[Saved entries]
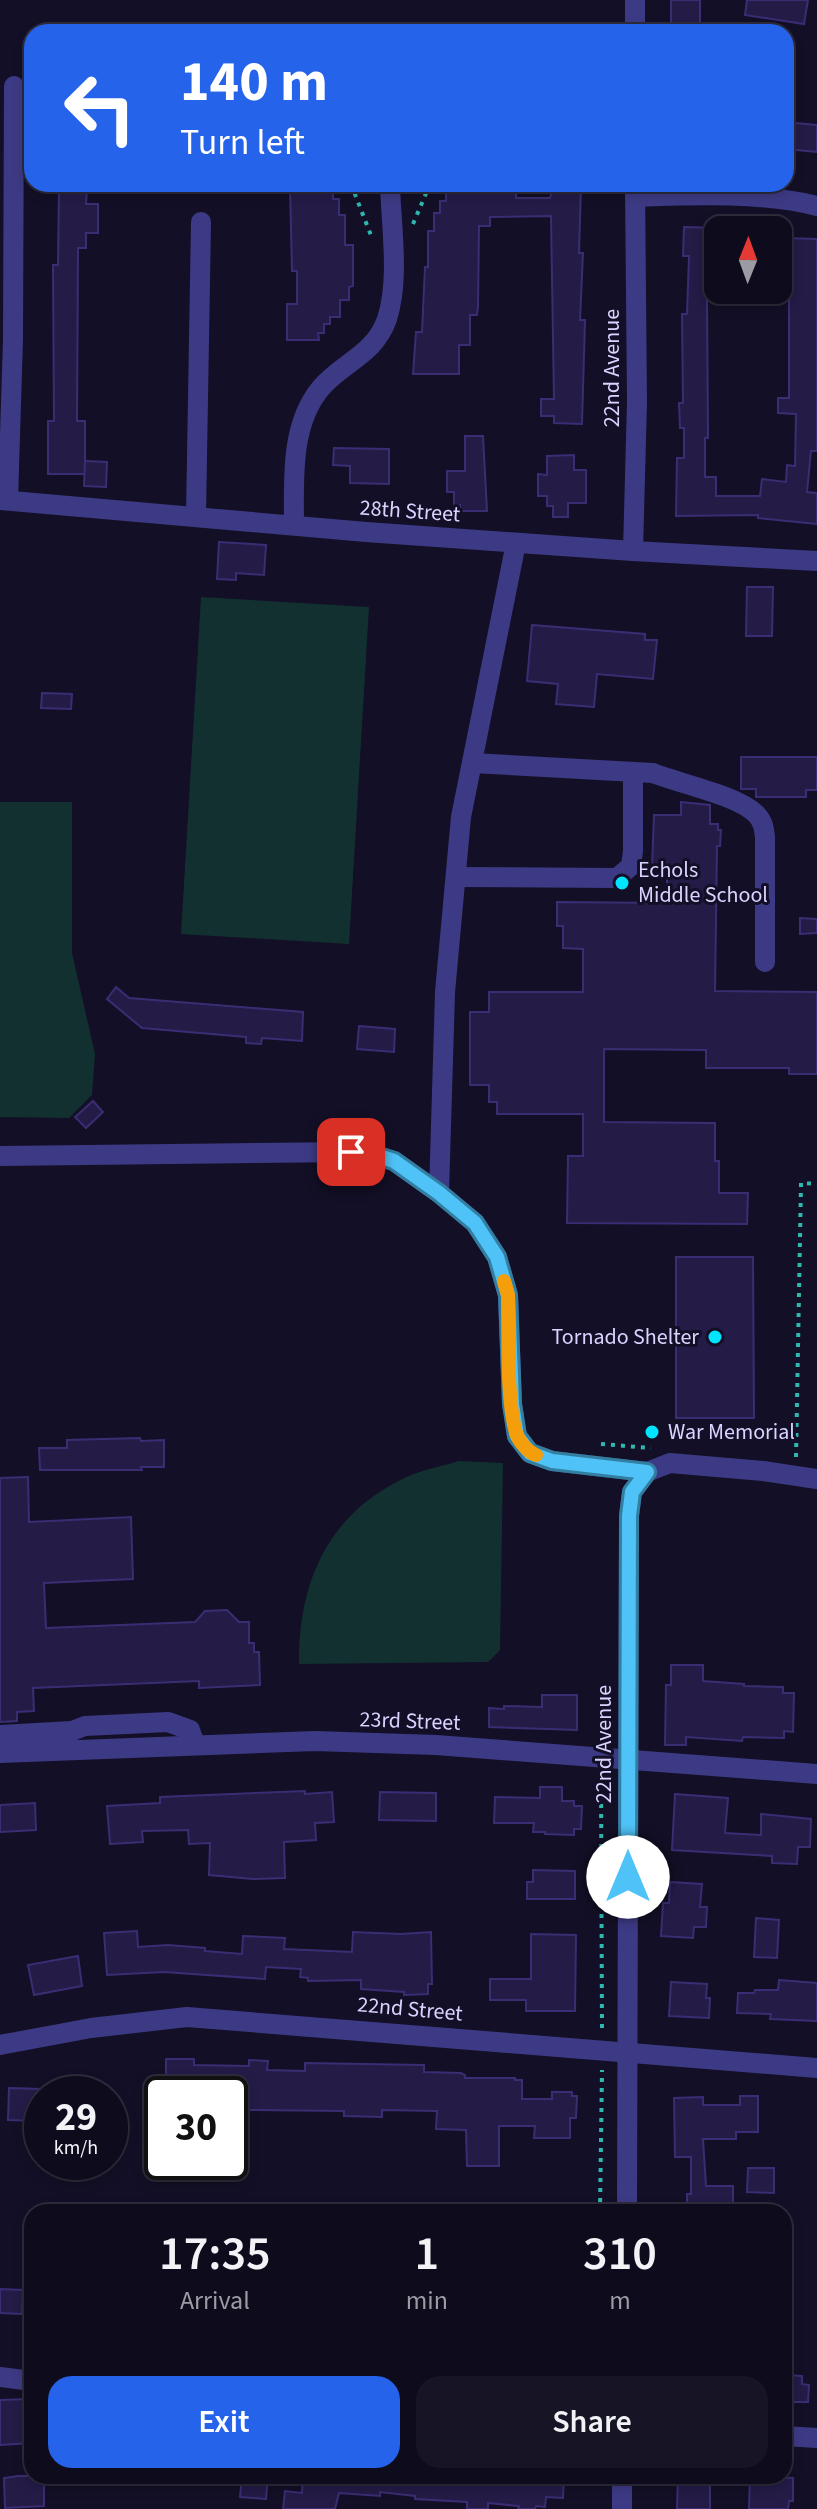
<!DOCTYPE html>
<style>
:root{--surface:#0e0b1c;--page:#171425;--text:#f1f3f6;--muted:#9b9ba3;--line:#2e2b3b;--accent:#2563eb}
body{margin:0;font-family:"Source Sans 3",sans-serif;background:var(--page);color:var(--text);height:100vh;display:flex;flex-direction:column;font-size:30px;white-space:nowrap}
*{box-sizing:border-box;margin:0}
p{font-size:26px;color:var(--muted)}
.icon{flex:none;width:44px;height:44px;fill:none;stroke:currentColor;stroke-width:2;stroke-linecap:round;stroke-linejoin:round}
.map{position:relative;flex:1;overflow:hidden}
.details{position:absolute;left:24px;top:2204px;width:768px;height:280px;display:flex;flex-direction:column;background:var(--surface);border-radius:24px;box-shadow:0 4px 12px #0003,0 0 0 2px var(--line)}
.details>*{flex:none}
.banner{position:absolute;left:24px;top:24px;width:770px;height:168px;border-radius:24px;box-shadow:0 4px 12px #0003,0 0 0 2px var(--line);background:#2563eb;color:#fff;overflow:hidden}
.needle{width:52px;rotate:1deg}
.fabs{position:absolute;left:704px;top:216px;display:grid;gap:16px}
.fabs a{display:grid;place-items:center;width:88px;height:88px;border-radius:16px;background:var(--surface);box-shadow:0 4px 12px #0003,0 0 0 2px var(--line);font-size:40px}
.speed{position:absolute;left:24px;top:2076px;display:flex;gap:16px;font-size:40px;font-weight:700;text-align:center}
.speed>*{display:grid;place-content:center;width:104px;height:104px;border-radius:50%;background:var(--surface);box-shadow:0 4px 12px #0003,0 0 0 2px var(--line);line-height:1}
.speed small{font-size:20px;font-weight:400}
.speed .limit{border:4px solid #111;border-radius:12px;background:#fff;color:#111}
.pin{position:absolute;display:grid;place-items:center;width:68px;height:68px;color:#fff;margin:-34px;border-radius:16px;box-shadow:0 4px 12px #0006}
.me{position:absolute;width:88px;margin:-44px;rotate:0deg;stroke-linejoin:round;filter:drop-shadow(0 0 6px #0008)}
.turn{display:flex;align-items:center;gap:28px;height:168px;padding:0 24px;font-size:36px}
.turn .icon{width:104px;height:104px;stroke-width:2.5}
.turn b{display:block;font-size:56px;line-height:68px}
.eta{display:flex;justify-content:space-evenly;align-items:center;height:136px;text-align:center}
.eta b{font-size:48px;font-weight:600;line-height:56px}
.button{display:flex;gap:16px;margin-top:auto;padding:16px 24px}
.button a{flex:1;height:92px;border-radius:24px;background:var(--accent);color:#fff;font-size:32px;font-weight:600;line-height:92px;text-align:center}
.button a+a{background:var(--page);color:var(--text)}
.map>svg:first-child{display:block}
</style>
<div class="map">
<svg width="817" height="2509" viewBox="0 0 817 2509">
<rect width="100%" height="100%" fill="#130f26"/>
<g fill="#12302f">
<path d="M201 597 369 607 349 944 181 934Z"/>
<path d="M0 802H72V953L95 1054 92 1095 69 1118 0 1117Z"/>
<path d="M459 1461 503 1463 500 1650 488 1662 299 1664C298 1580 330 1510 411 1475 426 1469 443 1466 459 1461Z"/>
</g>
<g fill="#241b47" stroke="#3b2d73" stroke-width="2">
<rect x="671" y="0" width="29" height="32"/>
<path d="M747 0H808L804 24 745 15Z"/>
<path d="M786 122 817 125V152L786 149Z"/>
<path d="M446 184H490V190L516 189V198H550L554 184H581L579 253H583L580 320H585L582 424 554 423V416H541V399H554L551 216 490 217V226H479L478 306 477 315H470V345H459V374H413L416 332H422L425 267H428V231H434V213H440V201H446Z"/>
<path d="M290 187H333V199H339V215H345V245H353V286L349 287V300H340V317H330V324H324V333H318L319 340H287V304H297V271H292Z"/>
<path d="M59 188H87L86 204H98V233H86V248H78L77 421H85V474H48V421H54L53 265H58Z"/>
<path d="M684 227 717 228 714 298H707L708 438H705V477H716V496H760L762 479 786 482 787 465 795 466 796 414 778 413V398H789V296H778V261L784 262 785 238 817 239V451H811L807 492 817 493V524L758 518V515L676 516 677 458H684V428H680L679 403H683L682 314H687L689 256H683Z"/>
<path d="M465 436H483L487 511H460V505H454V492H447V471H465Z"/>
<path d="M334 448 389 449V484L350 483V466L333 465Z"/>
<path d="M574 455V470H586V503H568V517H553V506H547V496H538V474L547 475V456Z"/>
<path d="M85 461 107 462 106 487 84 486Z"/>
<path d="M219 542 266 545 264 575 236 573V580L217 579Z"/>
<path d="M747 587H773L772 636H746Z"/>
<path d="M532 625 645 634V640H657L653 679 597 674 594 707 556 704 558 684 527 681Z"/>
<path d="M42 693 72 694 71 709 41 708Z"/>
<path d="M741 757H817V790H806V797H756V789H741Z"/>
<path d="M681 802 710 805V824H718V830H721L720 846H717L715 991 817 992V1074H789V1068H706V1050L604 1049V1122L715 1123V1161H719V1193H748L747 1224 567 1223 568 1156H583V1114H497V1102H489V1085H470V1012H489V992H583V949L563 948V926H557V902L667 903V863L652 867 654 815H681Z"/>
<path d="M800 918 817 919V933L800 934Z"/>
<path d="M116 987 129 998 303 1012 302 1041 262 1038 261 1044 246 1043V1037L142 1028 107 999Z"/>
<path d="M359 1026 395 1029 394 1052 357 1049Z"/>
<path d="M93 1101 103 1112 86 1128 75 1117Z"/>
<path d="M676 1257H753L754 1418H676Z"/>
<path d="M140 1438 141 1441 164 1440V1467H141L142 1470H40L39 1448H67V1440Z"/>
<path d="M28 1477 29 1522 131 1517 133 1579 44 1583 46 1628 195 1622 205 1611 227 1610 239 1622H249V1643H254V1652H259L260 1685 199 1688V1681L33 1688 34 1711 17 1712V1721L0 1722V1478Z"/>
<path d="M671 1665H703V1681L744 1684V1686L783 1687V1693H794L793 1732 784 1731V1738L743 1737 742 1741 686 1737V1745H665L666 1685H671Z"/>
<path d="M542 1695H577V1730L489 1727V1708L504 1709V1706L542 1707Z"/>
<path d="M540 1787H562V1801H574V1806H582L581 1829H574V1835L545 1834V1832H533L534 1823H494L495 1797 540 1798Z"/>
<path d="M305 1791V1794L332 1792 334 1822 315 1823 316 1840 284 1842 285 1878 253 1879 209 1875 210 1843 189 1844 188 1830 142 1831 143 1842 110 1844 107 1806 160 1803V1797Z"/>
<path d="M380 1792 436 1793V1821L379 1820Z"/>
<path d="M675 1794 728 1798 725 1833 761 1835V1814L811 1819 810 1847H798L797 1864 772 1863V1856L672 1850Z"/>
<path d="M35 1803 36 1830 0 1832V1805Z"/>
<path d="M533 1870 575 1871V1899H527V1882H533Z"/>
<path d="M670 1882 702 1884 700 1907H707L706 1927H694L693 1938 661 1936 663 1903H669Z"/>
<path d="M756 1918 779 1920 777 1958 754 1957Z"/>
<path d="M137 1931 138 1947 168 1945 205 1948V1951L242 1954 243 1936 285 1938 284 1949 352 1952 353 1932 401 1934 431 1932 432 1984H428V1994L404 1995V1992L361 1989V1980L308 1981V1978L300 1977 301 1969 266 1967 265 1979 164 1972 107 1975 104 1933Z"/>
<path d="M531 1934 576 1935 575 2011H526V2000H490V1979H531Z"/>
<path d="M78 1956 82 1986 34 1995 28 1965Z"/>
<path d="M779 1980 817 1983V2021L770 2019 771 2014 737 2013 738 1993H754L755 1990H778Z"/>
<path d="M671 1982 707 1984 706 1998H710L709 2018 669 2016Z"/>
<path d="M166 2059H194V2065L249 2066V2060L268 2061 267 2070 305 2071V2063L424 2065V2072L461 2073 465 2075V2078H515V2080H522V2099H552V2092H572V2096H577L576 2118H570V2138H534L535 2126H499V2166H467L466 2130 436 2129 437 2111 382 2110V2117L344 2116V2111L248 2110 249 2097 230 2096V2094H166Z"/>
<path d="M9 2088 42 2089 41 2121 8 2120Z"/>
<path d="M740 2096H758V2132H736V2139H703L706 2186H733V2212H687V2194H691V2157H675L674 2098 703 2097V2105H740Z"/>
<path d="M748 2168H774V2193L747 2192Z"/>
<path d="M0 2289 23 2290 22 2314 0 2313Z"/>
<path d="M784 2375 802 2376V2384L809 2385 808 2402H784Z"/>
<path d="M28 2399V2403L32 2402V2443L0 2445V2400Z"/>
<path d="M18 2476H44V2506L5 2508 4 2478Z"/>
<path d="M242 2476H268L266 2499 240 2497Z"/>
<path d="M303 2476H564L563 2498 546 2497 545 2507 536 2506 535 2509H518L519 2506 488 2503V2509H467V2502L415 2499V2496L380 2492V2496L339 2493 335 2509H283L285 2491 302 2493Z"/>
<path d="M678 2476H710V2509H677Z"/>
<path d="M750 2476 793 2478V2501H789L788 2509H749Z"/>
</g>
<g fill="none" stroke-linecap="round" stroke-linejoin="round">
<g stroke="#2fb8b0" stroke-width="4" stroke-dasharray="4 6" stroke-linecap="butt">
<path d="M351 184 372 238"/>
<path d="M413 224 430 184"/>
<path d="M601 1444 651 1448"/>
<path d="M796 1457 801 1183 817 1184"/>
<path d="M603 1739 604 1683"/>
<path d="M601 1774 602 2034"/>
<path d="M600 2212 602 2070"/>
</g>
<g stroke="#3d3a85" stroke-width="20">
<path d="M635 0V32"/>
<path d="M635 197C692 195 762 192 817 206"/>
<path d="M0 500 366 532 633 551 817 561"/>
<path d="M8 500 13 339 14 86"/>
<path d="M196 516 201 222"/>
<path d="M294 525C294 480 290 426 320 389 342 362 374 356 387 319 400 279 391 226 390 184"/>
<path d="M633 551 637 402 635 184"/>
<path d="M472 763 653 773C680 784 737 795 756 814 763 821 764 828 765 837V962"/>
<path d="M456 877 617 878 631 866 633 851V772"/>
<path d="M0 1156 351 1152 394 1161 439 1193 475 1223 497 1257 508 1295 512 1404 517 1436 530 1453 552 1461 647 1472"/>
<path d="M439 1193 445 992 461 817 516 543"/>
<path d="M647 1472 670 1463 763 1471 817 1479"/>
<path d="M0 1735 72 1731"/>
<path d="M64 1750 65 1739 72 1731 85 1726 168 1722 190 1730 195 1744"/>
<path d="M0 1753 315 1741 436 1745 817 1774"/>
<path d="M0 2045 91 2028 187 2017 817 2068"/>
<path d="M627 2212 629 1516 632 1492 647 1472"/>
<path d="M0 2377 32 2381"/>
<path d="M784 2436 817 2438"/>
<path d="M622 2509V2476"/>
</g>
</g>
<g fill="none" stroke-linecap="round" stroke-linejoin="round">
<g stroke="#337fa1" stroke-width="20">
<path id="route" d="M351 1152 373 1154 394 1161 439 1193 475 1223 497 1257 508 1295 512 1404 517 1436 530 1453 552 1461 647 1472 632 1492 629 1516 628 1877"/>
</g>
<use href="#route" stroke="#4fc3f7" stroke-width="14"/>
<path stroke="#f59e0b" stroke-width="14" d="M504 1281 508 1295C509 1334 506 1397 516 1433 519 1442 528 1452 536 1455"/>
</g>
<g fill="#00e5ff" stroke="#130f26" stroke-width="3">
<circle cx="622" cy="883" r="8"/>
<circle cx="715" cy="1337" r="8"/>
<circle cx="652" cy="1432" r="8"/>
</g>
<g text-anchor="middle" dominant-baseline="central" stroke-width="6" stroke-linejoin="round" paint-order="stroke">
<g font-size="22" fill="#d9d4ff" stroke="#130f26">
<text transform="translate(612 368) rotate(-90)">22nd Avenue</text>
<text transform="translate(410 511) rotate(4)">28th Street</text>
<text transform="translate(410 1721) rotate(2)">23rd Street</text>
<text transform="translate(604 1744) rotate(-90)">22nd Avenue</text>
<text transform="translate(410 2009) rotate(5)">22nd Street</text>
</g>
<g font-size="22" fill="#d9d4ff" stroke="#130f26" text-anchor="start">
<text x="638" y="870">Echols<tspan x="638" dy="25">Middle School</tspan></text>
<text x="699" y="1337" text-anchor="end">Tornado Shelter</text>
<text x="668" y="1432">War Memorial</text>
</g>
</g>
</svg>
<div class="fabs">
<a><svg class="needle" viewBox="-14 -14 28 28"><path d="M0-13l5 13h-10z" fill="#e53935"/><path d="M0 13l5-13h-10z" fill="#9b9ba3"/></svg></a>
</div>
<div class="speed"><div>29<small>km/h</small></div><div class="limit">30</div></div>
<div class="pin" style="left:351px;top:1152px;background:#d93025"><svg class="icon" aria-label="arrive" viewBox="0 0 24 24"><path d="M6 21V4h12l-3 4 3 4H6"/></svg></div>
<svg class="me" style="left:628px;top:1877px" viewBox="-20 -20 40 40"><circle r="19" fill="#fff"/><path d="M0-13L10 11 0 6-10 11z" fill="#4fc3f7"/></svg>
<div class="banner">
<div class="turn"><svg class="icon" aria-label="left" viewBox="0 0 24 24"><path d="M17 20v-9H6M10 6l-5 5 5 5"/></svg><div><b>140 m</b>Turn left</div></div>
</div>
<section class="details">
<div class="eta">
<div><b>17:35</b><p>Arrival</p></div>
<div><b>1</b><p>min</p></div>
<div><b>310</b><p>m</p></div>
</div>
<div class="button"><a>Exit</a><a>Share</a></div>
</section>
</div>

- WHAT THE TASK ASKS:
Search the data for "items". Copy every matching line.

- TASK SOLUTION:
.fabs a{display:grid;place-items:center;width:88px;height:88px;border-radius:16px;background:var(--surface);box-shadow:0 4px 12px #0003,0 0 0 2px var(--line);font-size:40px}
.pin{position:absolute;display:grid;place-items:center;width:68px;height:68px;color:#fff;margin:-34px;border-radius:16px;box-shadow:0 4px 12px #0006}
.turn{display:flex;align-items:center;gap:28px;height:168px;padding:0 24px;font-size:36px}
.eta{display:flex;justify-content:space-evenly;align-items:center;height:136px;text-align:center}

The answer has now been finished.